- [Task goal]
Below are the records. Retype exactly the lines between the lines holding "0,619 L 59,632" and "M 605,151 L 649,36 L 659,0", inclusive.

- [Available records]

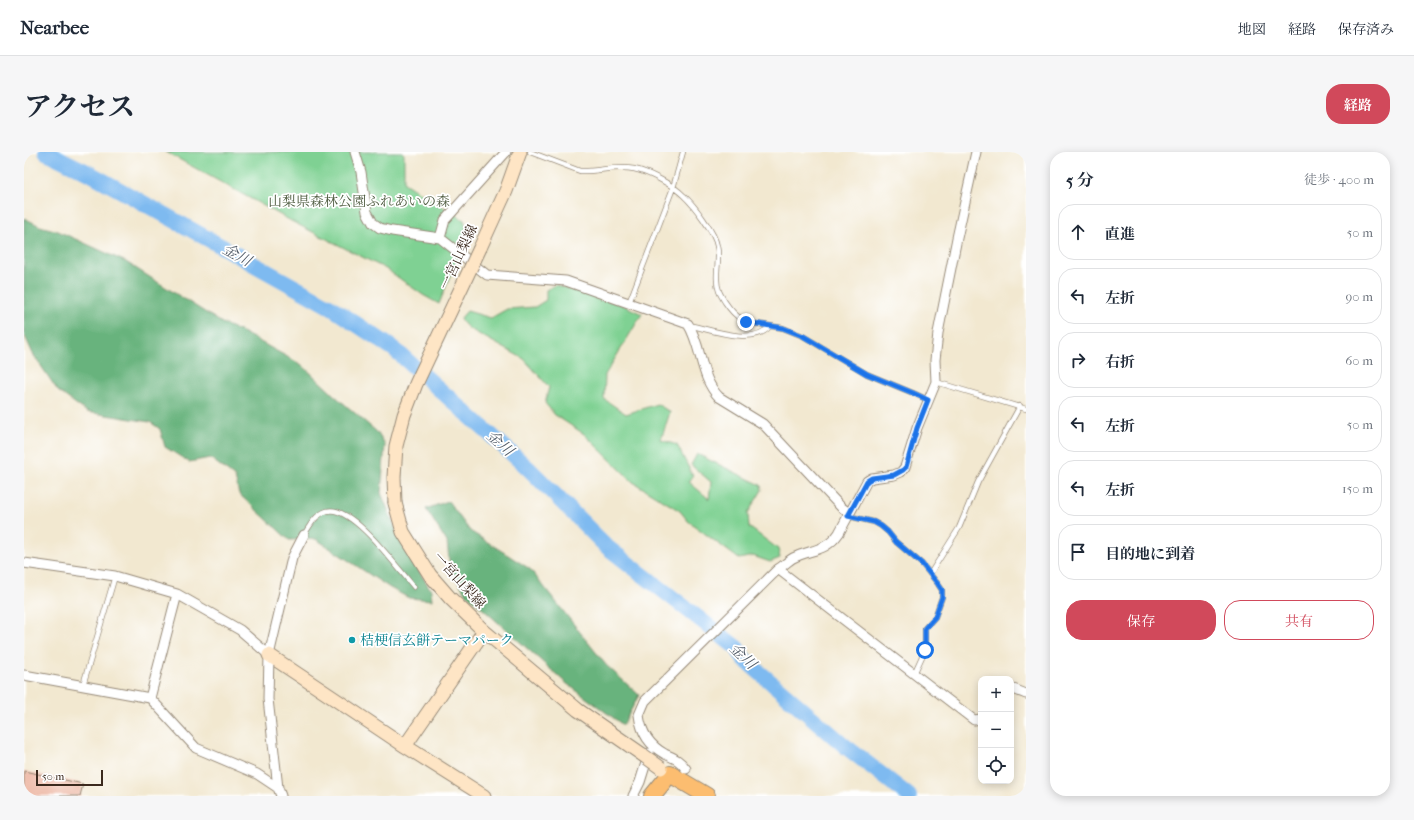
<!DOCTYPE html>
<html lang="ja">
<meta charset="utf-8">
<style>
:root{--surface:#fff;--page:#f6f6f7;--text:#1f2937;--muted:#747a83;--line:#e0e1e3;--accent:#d1495b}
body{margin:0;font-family:"IM FELL French Canon","Noto Serif JP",serif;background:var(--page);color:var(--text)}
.controls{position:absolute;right:12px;bottom:12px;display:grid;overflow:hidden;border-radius:8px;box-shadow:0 2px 10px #0003}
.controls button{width:36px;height:36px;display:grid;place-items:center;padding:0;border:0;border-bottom:1px solid var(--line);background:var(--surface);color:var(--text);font:20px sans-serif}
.scale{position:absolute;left:12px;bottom:10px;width:67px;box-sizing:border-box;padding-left:4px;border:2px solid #3b2a1e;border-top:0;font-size:11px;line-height:14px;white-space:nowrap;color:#3b2a1e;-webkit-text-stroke:3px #fff;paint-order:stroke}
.stop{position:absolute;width:12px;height:12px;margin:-9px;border:3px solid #1a73e8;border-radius:50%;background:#fff}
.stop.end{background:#1a73e8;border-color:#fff;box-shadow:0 1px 4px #0008}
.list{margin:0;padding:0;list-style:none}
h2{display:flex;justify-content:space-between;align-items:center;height:52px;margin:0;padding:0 16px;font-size:17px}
h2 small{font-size:13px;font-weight:400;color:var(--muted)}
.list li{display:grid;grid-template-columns:26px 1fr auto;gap:12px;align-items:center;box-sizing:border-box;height:56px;margin:0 8px 8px;padding:0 8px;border:1px solid var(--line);border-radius:16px}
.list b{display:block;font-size:15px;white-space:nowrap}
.list em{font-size:13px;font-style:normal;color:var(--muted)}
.actions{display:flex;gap:8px;padding:12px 16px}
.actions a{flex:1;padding:9px 0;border:1px solid var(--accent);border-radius:16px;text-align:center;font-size:14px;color:var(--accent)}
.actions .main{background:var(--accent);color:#fff}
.icon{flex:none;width:22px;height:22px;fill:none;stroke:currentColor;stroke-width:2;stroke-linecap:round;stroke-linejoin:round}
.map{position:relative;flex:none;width:1002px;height:644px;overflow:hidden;border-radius:16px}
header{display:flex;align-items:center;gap:24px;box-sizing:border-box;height:56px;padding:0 20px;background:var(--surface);border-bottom:1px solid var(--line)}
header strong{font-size:19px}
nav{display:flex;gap:22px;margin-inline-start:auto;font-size:14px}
.intro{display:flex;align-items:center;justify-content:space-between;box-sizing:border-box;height:96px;padding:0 24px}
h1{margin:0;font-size:28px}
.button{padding:10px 18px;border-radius:16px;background:var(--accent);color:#fff;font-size:14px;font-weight:700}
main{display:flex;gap:24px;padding:0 24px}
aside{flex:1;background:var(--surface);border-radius:16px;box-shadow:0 2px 10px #0003}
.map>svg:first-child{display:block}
.green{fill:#7fd193;stroke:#5d7e58}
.forest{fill:#67b37d;stroke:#516e4e}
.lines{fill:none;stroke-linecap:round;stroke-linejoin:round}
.river{stroke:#7ebaf0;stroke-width:16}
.building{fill:#ebaf9a}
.lane-casing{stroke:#968977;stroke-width:6}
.street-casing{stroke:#968977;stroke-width:11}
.secondary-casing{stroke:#968977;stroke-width:15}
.highway-casing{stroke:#968977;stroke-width:18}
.lane{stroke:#fff;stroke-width:4.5}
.street{stroke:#fff;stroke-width:9}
.secondary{stroke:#fee5c5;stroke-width:13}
.highway{stroke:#fcbd6f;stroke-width:16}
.secondary-bridge-casing{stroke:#968977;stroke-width:15;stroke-linecap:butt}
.secondary-bridge{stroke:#fee5c5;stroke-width:13}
.route{stroke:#1a73e8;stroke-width:5}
.culture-dot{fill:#0f9aa8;stroke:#fff;stroke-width:1.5}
.labels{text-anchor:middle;stroke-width:3.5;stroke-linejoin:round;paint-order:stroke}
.park-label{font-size:14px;fill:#4f5c41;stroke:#fff}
.street-label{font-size:14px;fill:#3b2a1e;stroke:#fff}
.culture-label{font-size:14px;fill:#0d838f;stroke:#fff;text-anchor:start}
.water-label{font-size:15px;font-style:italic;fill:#525c68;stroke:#fff}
</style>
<header>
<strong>Nearbee</strong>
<nav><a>地図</a><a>経路</a><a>保存済み</a></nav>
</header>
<div class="intro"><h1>アクセス</h1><a class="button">経路</a></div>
<main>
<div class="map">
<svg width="1002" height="644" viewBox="0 0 1002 644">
<rect width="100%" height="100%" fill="#fff"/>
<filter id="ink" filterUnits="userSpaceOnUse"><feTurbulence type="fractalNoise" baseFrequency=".025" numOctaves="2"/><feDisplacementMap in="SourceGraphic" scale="8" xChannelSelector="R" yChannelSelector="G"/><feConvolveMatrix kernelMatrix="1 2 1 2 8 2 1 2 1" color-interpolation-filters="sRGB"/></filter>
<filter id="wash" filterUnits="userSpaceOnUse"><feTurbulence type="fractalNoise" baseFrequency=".012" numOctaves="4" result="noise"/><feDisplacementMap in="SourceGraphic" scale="16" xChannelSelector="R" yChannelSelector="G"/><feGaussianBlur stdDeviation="0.9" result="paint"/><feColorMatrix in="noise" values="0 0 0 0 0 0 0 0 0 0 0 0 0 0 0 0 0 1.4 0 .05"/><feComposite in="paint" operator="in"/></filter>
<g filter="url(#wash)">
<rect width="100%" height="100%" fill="#f2e8d0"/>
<!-- green -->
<path class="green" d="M 142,0 L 378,0 L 380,2 L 380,31 L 440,68 L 445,84 L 430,114 L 415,152 L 399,143 L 362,117 L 269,70 Z
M 531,133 L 599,153 L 618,162 L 581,223 L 580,247 L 602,262 L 633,252 L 646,260 L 637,288 L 653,293 L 669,324 L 665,330 L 685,347 L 687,330 L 667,313 L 673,302 L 737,333 L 738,338 L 724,361 L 725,375 L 754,397 L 756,406 L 746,410 L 729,404 L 715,407 L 664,369 L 656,359 L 609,330 L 560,282 L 531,263 L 521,251 L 525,235 L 500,207 L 444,176 L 436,167 L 443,159 L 467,166 L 483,157 L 511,155 L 522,148 L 522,138 Z"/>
<!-- forest -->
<path class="forest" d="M 0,66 L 16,74 L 34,79 L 102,110 L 198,171 L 220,181 L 278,213 L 310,243 L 353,280 L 361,293 L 357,341 L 378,392 L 407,438 L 408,448 L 385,446 L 366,436 L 292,387 L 265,388 L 215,342 L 211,325 L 186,306 L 165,310 L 141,295 L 136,277 L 126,270 L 63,260 L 34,239 L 9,202 L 0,182 Z
M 424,349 L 446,379 L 506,417 L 582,513 L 615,543 L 599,573 L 542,531 L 442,442 L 426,416 L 423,390 L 402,357 Z"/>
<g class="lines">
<!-- river -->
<path class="river" d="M 22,0 L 67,22 L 305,154 L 370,197 L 504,316 L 583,395 L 713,496 L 720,507 L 821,594 L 885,644"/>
</g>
<g id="blocks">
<!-- building -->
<path class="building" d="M 0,619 L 59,632 L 56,644 L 0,644 Z"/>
</g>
</g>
<g filter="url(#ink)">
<use href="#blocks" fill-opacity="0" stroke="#968977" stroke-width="1"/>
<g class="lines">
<defs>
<path id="lane" d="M 506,0 L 556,19 C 575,20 590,13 610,17 C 625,20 649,33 660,44 C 670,53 691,81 693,94 C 696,105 692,117 693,128 C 693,137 696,142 701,150 C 715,171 723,170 746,174
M 605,151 L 649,36 L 659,0
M 665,173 C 687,178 730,194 746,174 L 759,176 L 779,184 L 843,222 L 889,241 L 904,248
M 912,230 L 1002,257
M 824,364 L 850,370 L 857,374 L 864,380 L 872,390 L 898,412 L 914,432 L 918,438 L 918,445 L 911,465 L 901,476 L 901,498 L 890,522
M 280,383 C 286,373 291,363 303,359 C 328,352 375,418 390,435
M 906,422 L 935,376 L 954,330 L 996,254
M 59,533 L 91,424"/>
<path id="street" d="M 331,0 L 337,20 L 343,60 L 349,71 L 356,76 L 368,79 L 416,86 L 463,123 L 542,129 L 664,172 C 678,194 676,226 695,245 L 739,272 L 817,355 L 825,361
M 416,86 L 421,68 L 482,0
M 0,411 L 91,424 L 153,442 L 216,478 L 245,503
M 754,417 L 950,568 L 957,567
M 0,523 L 126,546 L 172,596 L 233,622 L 254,636
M 987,536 L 1002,542
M 126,546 L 153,442
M 662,617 C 656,608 650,606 641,602 C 626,594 617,580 615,563 L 621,549 L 754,417 C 759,414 764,409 769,406 C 787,397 802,400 815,381 L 843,329 L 848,326 L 870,323 L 877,320 L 881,315 L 893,276 L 912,230 L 911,208 L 914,181 L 933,86 L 952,0
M 257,644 L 254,636 L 244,547 L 245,503 L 268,406 L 280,383
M 609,644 L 616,630 L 625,601"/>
<path id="secondary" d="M 456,96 L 482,39 L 496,0
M 371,351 L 379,380 L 406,423 L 426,446 L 460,479 L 554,558 L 619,603
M 245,503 L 381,594 L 460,644
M 381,594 L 460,479"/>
<path id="highway" d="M 628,644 L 646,622 L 683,644"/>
</defs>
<!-- lane casing -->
<use href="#lane" class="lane-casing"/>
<!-- street casing -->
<use href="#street" class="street-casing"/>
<!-- secondary casing -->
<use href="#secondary" class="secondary-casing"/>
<!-- highway casing -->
<use href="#highway" class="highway-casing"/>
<!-- lane -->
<use href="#lane" class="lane"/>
<!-- street -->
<use href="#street" class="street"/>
<!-- secondary -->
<use href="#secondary" class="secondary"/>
<!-- highway -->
<use href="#highway" class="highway"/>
<defs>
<path id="secondary-bridge" d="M 371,351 L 370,325 L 372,294 L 380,263 L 392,232 L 456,96
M 619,603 L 637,616"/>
</defs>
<!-- secondary-bridge casing -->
<use href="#secondary-bridge" class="secondary-bridge-casing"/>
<!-- secondary-bridge -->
<use href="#secondary-bridge" class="secondary-bridge"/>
</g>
</g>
<g class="lines" filter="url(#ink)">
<!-- route -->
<path class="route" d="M 722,170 L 759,176 L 779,184 L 843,222 L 889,241 L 904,248 L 893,276 L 882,315 L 879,318 L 870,323 L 848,326 L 843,329 L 824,364 L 850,370 L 857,374 L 864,380 L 872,390 L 898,412 L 914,432 L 918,438 L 918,445 L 911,465 L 901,476 L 901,498"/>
</g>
<!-- markers -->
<circle class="culture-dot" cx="328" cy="488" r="4"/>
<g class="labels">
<!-- park labels -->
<g class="park-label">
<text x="335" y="54">山梨県森林公園ふれあいの森</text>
</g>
<!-- street labels -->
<g class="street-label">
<text transform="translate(434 105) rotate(-65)" y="5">一宮山梨線</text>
<text transform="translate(436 428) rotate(48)" y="5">一宮山梨線</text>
</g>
<!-- culture labels -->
<g class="culture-label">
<text x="336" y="493">桔梗信玄餅テーマパーク</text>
</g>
<!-- water labels -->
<g class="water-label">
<text transform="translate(213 103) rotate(29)" y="5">金川</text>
<text transform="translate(476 291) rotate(42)" y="5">金川</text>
<text transform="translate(719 504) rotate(44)" y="5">金川</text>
</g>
</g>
</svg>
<div class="controls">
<button>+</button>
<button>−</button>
<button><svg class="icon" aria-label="locate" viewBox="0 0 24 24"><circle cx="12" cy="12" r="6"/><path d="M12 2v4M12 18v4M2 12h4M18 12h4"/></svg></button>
</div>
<div class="scale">50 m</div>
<div class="stop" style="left:901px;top:498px"></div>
<div class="stop end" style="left:722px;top:170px"></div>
</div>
<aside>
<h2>5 分<small>徒歩 · 400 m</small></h2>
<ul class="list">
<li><svg class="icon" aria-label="ahead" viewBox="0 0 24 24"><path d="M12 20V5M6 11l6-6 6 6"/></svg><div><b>直進</b></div><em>50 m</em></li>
<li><svg class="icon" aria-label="left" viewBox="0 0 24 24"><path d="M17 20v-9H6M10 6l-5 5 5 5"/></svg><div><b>左折</b></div><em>90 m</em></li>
<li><svg class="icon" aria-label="right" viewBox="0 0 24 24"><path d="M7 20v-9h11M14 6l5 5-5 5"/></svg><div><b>右折</b></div><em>60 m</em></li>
<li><svg class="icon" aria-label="left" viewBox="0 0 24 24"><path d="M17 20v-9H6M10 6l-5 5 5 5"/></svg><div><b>左折</b></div><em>50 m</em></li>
<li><svg class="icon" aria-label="left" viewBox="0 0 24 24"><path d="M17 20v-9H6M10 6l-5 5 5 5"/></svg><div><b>左折</b></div><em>150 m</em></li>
<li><svg class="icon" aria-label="arrive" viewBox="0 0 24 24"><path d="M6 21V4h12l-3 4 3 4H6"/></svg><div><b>目的地に到着</b></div></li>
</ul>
<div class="actions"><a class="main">保存</a><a>共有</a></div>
</aside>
</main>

- [Answer space]
<path class="building" d="M 0,619 L 59,632 L 56,644 L 0,644 Z"/>
</g>
</g>
<g filter="url(#ink)">
<use href="#blocks" fill-opacity="0" stroke="#968977" stroke-width="1"/>
<g class="lines">
<defs>
<path id="lane" d="M 506,0 L 556,19 C 575,20 590,13 610,17 C 625,20 649,33 660,44 C 670,53 691,81 693,94 C 696,105 692,117 693,128 C 693,137 696,142 701,150 C 715,171 723,170 746,174
M 605,151 L 649,36 L 659,0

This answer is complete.